However, to ascribe the chaos in Iraq to Hayekian ideology, as Maddy implicitly does, is just gibberish. For Hayek, the essential feature of the "extended order" generated by self-interest is that it:
resulted not from human design or intention but spontaneously; it arose from unintentionally conforming to certain traditional and largely moral practices.
Anyone who got past the first page of The Fatal Conceit would have seen this. To get from here to defending the Iraq war is a mighty step - one which Hayek, with his aversion to constructivist rationality, might well not have made. But again, this wouldn't fit the template, would it?
I thought it was an interesting programme too - but it really didn't hang together. I think you've summed up what I felt was wrong with it pretty well (it is just that I didn't have the references!).
Still, it was thought-provoking, and I look forward to seeing the next two in the series...
Posted by: Patrick | March 12, 2007 at 04:02 PM
Not that I know much about game theory, but it's always struck me that that the Prisoner's Dilemma is a bit of an artificial situation; in real life, lots would depend on how close you were to the other prisoner (if it were your brother, you probably wouldn't be as likely to betray him as you might be a perfect stranger) and on how much you feared gaining a reputation as a grass. And if the prisoners were members of PIRA, for example, you'd have both ideological commitment and very real fears of retaliation with which to contend.

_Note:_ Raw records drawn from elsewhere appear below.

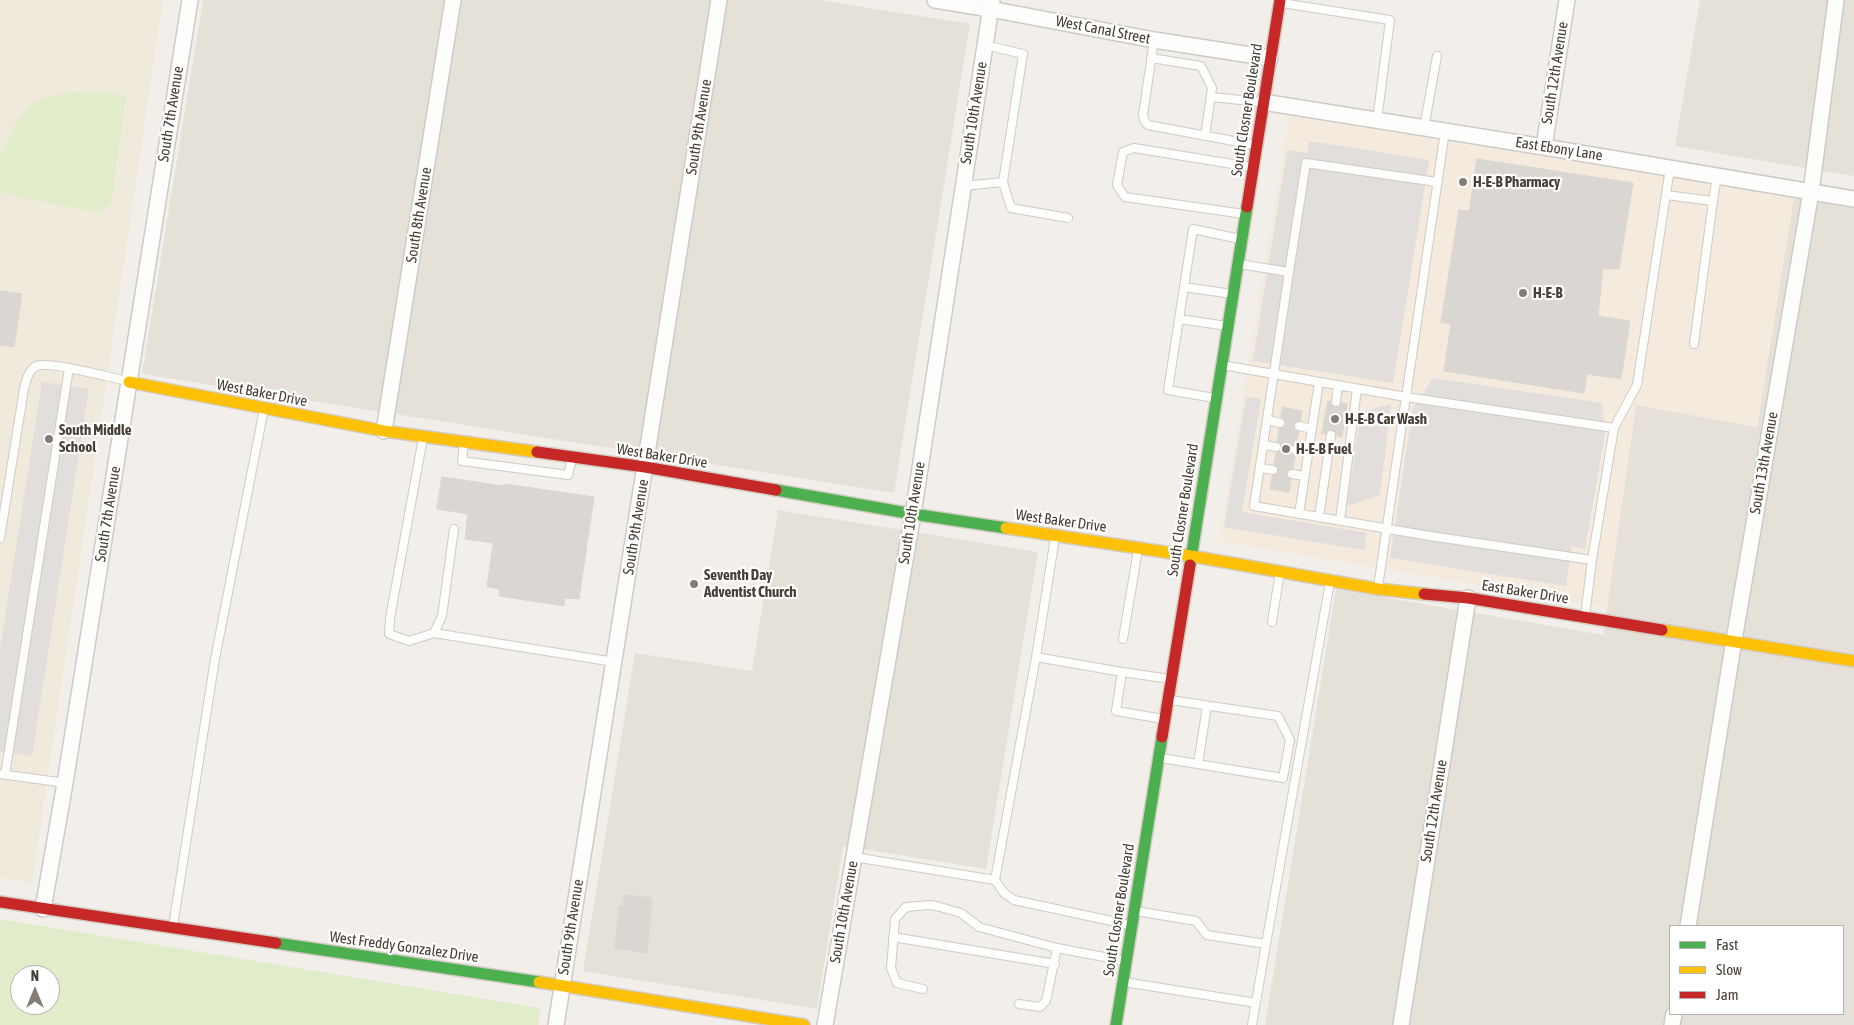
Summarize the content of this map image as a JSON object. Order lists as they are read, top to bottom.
{
  "streets": {
    "main road": [
      "South Closner Boulevard",
      "West Baker Drive",
      "East Baker Drive",
      "West Freddy Gonzalez Drive"
    ],
    "street": [
      "West Canal Street",
      "South 12th Avenue",
      "South 10th Avenue",
      "South 7th Avenue",
      "South 9th Avenue",
      "East Ebony Lane",
      "South 8th Avenue",
      "South 13th Avenue"
    ]
  },
  "crossings": [
    ["West Canal Street", "South Closner Boulevard"],
    ["West Canal Street", "South 10th Avenue"],
    ["South 12th Avenue", "East Ebony Lane"],
    ["South 12th Avenue", "East Baker Drive"],
    ["South Closner Boulevard", "East Ebony Lane"],
    ["South Closner Boulevard", "West Baker Drive"],
    ["South Closner Boulevard", "East Baker Drive"],
    ["South 10th Avenue", "West Baker Drive"],
    ["South 7th Avenue", "West Baker Drive"],
    ["South 7th Avenue", "West Freddy Gonzalez Drive"],
    ["South 9th Avenue", "West Baker Drive"],
    ["South 9th Avenue", "West Freddy Gonzalez Drive"],
    ["East Ebony Lane", "South 13th Avenue"],
    ["South 8th Avenue", "West Baker Drive"],
    ["West Baker Drive", "East Baker Drive"],
    ["South 13th Avenue", "East Baker Drive"]
  ],
  "places": [
    "H-E-B Pharmacy",
    "H-E-B",
    "H-E-B Car Wash",
    "South Middle School",
    "H-E-B Fuel",
    "Seventh Day Adventist Church"
  ],
  "legend": ["Fast", "Slow", "Jam"],
  "north": "top"
}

As to the variant the programme gave concerning selling the stolen diamond to a major criminal, I think the moral of that story is, don't steal diamonds that valuable unless you, yourself, are part of a criminal organisation large enough for the buyer not to want to upset you but, if you must ignore this advice, consider having both sides offer hostages as guarantors of their good faith.
Posted by: Not Saussure | March 12, 2007 at 05:52 PM
Thanks for that.
I fell asleep half way through. I was hoping someone would tell me what had happened.

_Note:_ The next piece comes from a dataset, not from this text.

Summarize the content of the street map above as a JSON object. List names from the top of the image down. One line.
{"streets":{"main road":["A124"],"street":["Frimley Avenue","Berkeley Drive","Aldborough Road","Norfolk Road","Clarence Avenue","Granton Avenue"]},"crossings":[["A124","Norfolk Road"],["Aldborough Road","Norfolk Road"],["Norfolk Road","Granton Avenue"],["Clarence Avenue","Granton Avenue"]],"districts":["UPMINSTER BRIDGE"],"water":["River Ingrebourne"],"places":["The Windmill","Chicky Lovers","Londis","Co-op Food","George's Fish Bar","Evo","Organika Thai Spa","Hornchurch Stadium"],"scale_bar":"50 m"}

Posted by: Rick | March 12, 2007 at 08:52 PM
You should have been watching Castaway. A lot better.
http://notw.typepad.com/castaway/
Posted by: Peter Briffa | March 13, 2007 at 01:22 PM
Interesting post. Gives me some basis for thinking the programme was a mish mash of ideas, each single one needing a lot more time and space than its five minute cameo role. As for Madeleine Bunting - tossing her a big idea to play with is like chucking a beach ball at a toddler. It's a cruelty to see her try and hug it proudly as her very own and then start swaying under its size.

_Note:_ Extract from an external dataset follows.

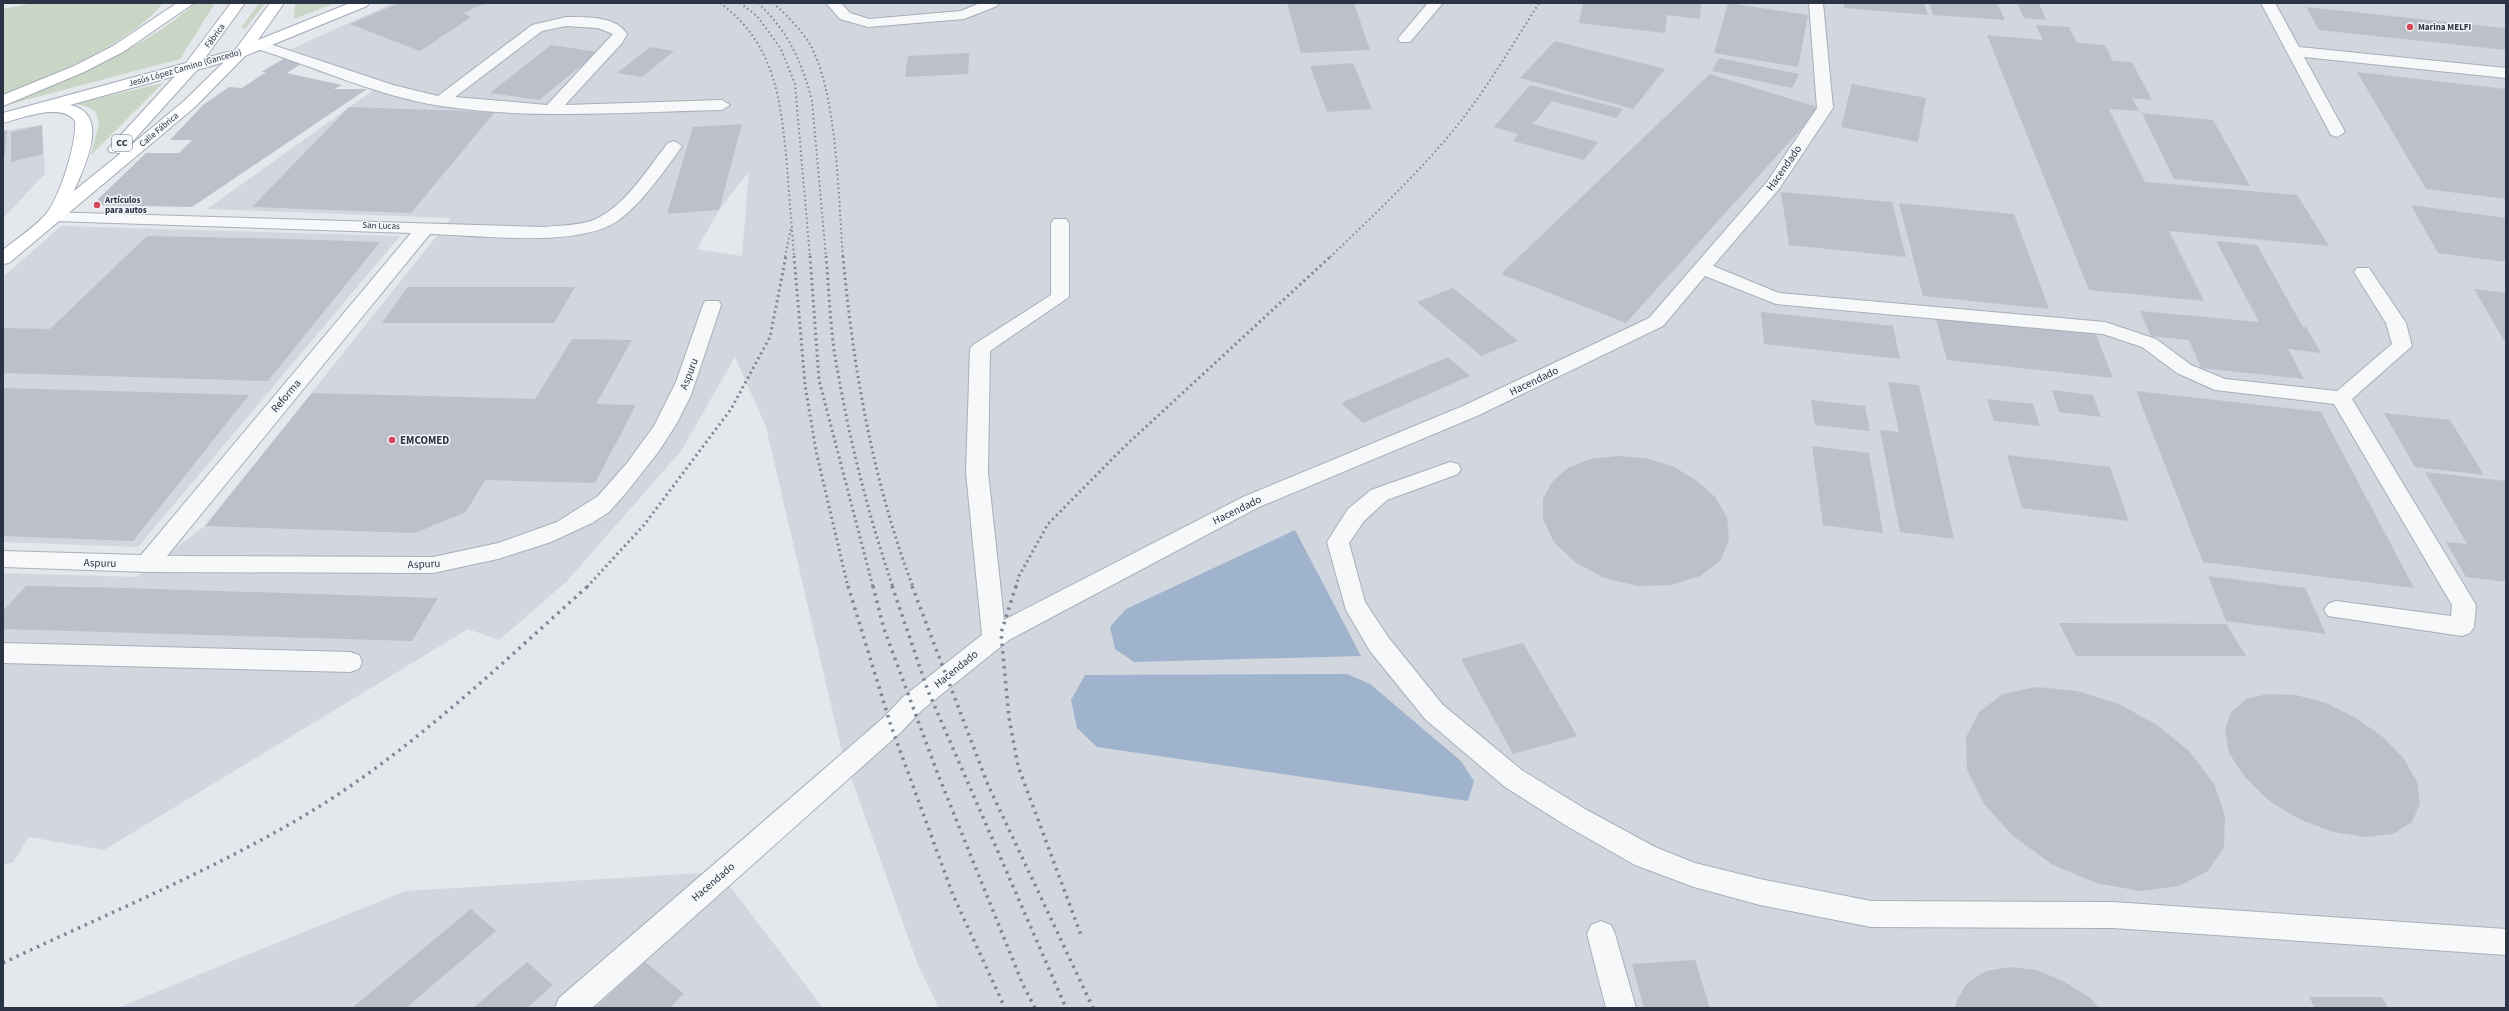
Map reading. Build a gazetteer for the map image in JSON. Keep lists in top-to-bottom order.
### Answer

Posted by: KB Player | March 13, 2007 at 06:13 PM
What do you expect? TV, film and radio documentaries are pretty much always crap. As Martin Mayer put it in _About Television_
"
Moreover, the audiences drawn by both news and documentaries tend to be slightly below average in both education and income, a fact that always shocks people who have not thought much about television.
It is hard to see how matters could be otherwise. Leland Johnson of the RAND Corporation, who did studies for the Ford and Markle Foundations on the prospects for cable television, was apologetic about his failure to watch the medium at all. “My problem is,” he said, “that television is a very low-rate data transmission system, and I just don’t have time for that.” Despite much assertion to the contrary, television for most reasonably well-educated people is an extremely inefficient way to learn about anything. People really do learn at their own rate, and television is the most hopeless of lockstep classrooms, insisting that everyone in the audience work on the same time scale. As Wilbur Schramm and his associates put it in their book Television in the Lives of Our Children, “Watching television, the viewer cannot set his own pace. . . . This quality, of course, makes for good storytelling, good fantasy, because in those forms the storyteller should be in charge, and the viewer should surrender himself. But it makes learning harder. That is why the child, after he learns to read well . . . tends to seek information more often from print. With print be is in greater control.”
None of this is to deny that documentaries have been artistically among the most satisfying and socially among the most important contributions of television, or to accept the idea that the poor ratings and minimal audience quality of documentaries give networks an excuse not to make and air them. But it does suggest that among those who insist Middle America is very stupid there are some who may not be so bright themselves.
"
Mayer wrote this in 1972; and yet we still hear the same old cliches today, which tells you something about which half of those above or below average intelligence gets to control eductation, the media, and political discourse.
Posted by: Maynard Handley | March 13, 2007 at 06:33 PM
I agree the basic flaw of the programme (apart from the fact that the whole thing had the flavour of propaganda) was its dodgy intellectual history of self-interest as an assumption. Rather a serious flaw, given it seemed to form the centrepiece of the whole presentation.
I don't know what ideological implications Nash himself saw the Prisoner's Dilemma as having, but in current economics courses the thing is usually presented as an example of market failure, and hence as a potential justification for state intervention.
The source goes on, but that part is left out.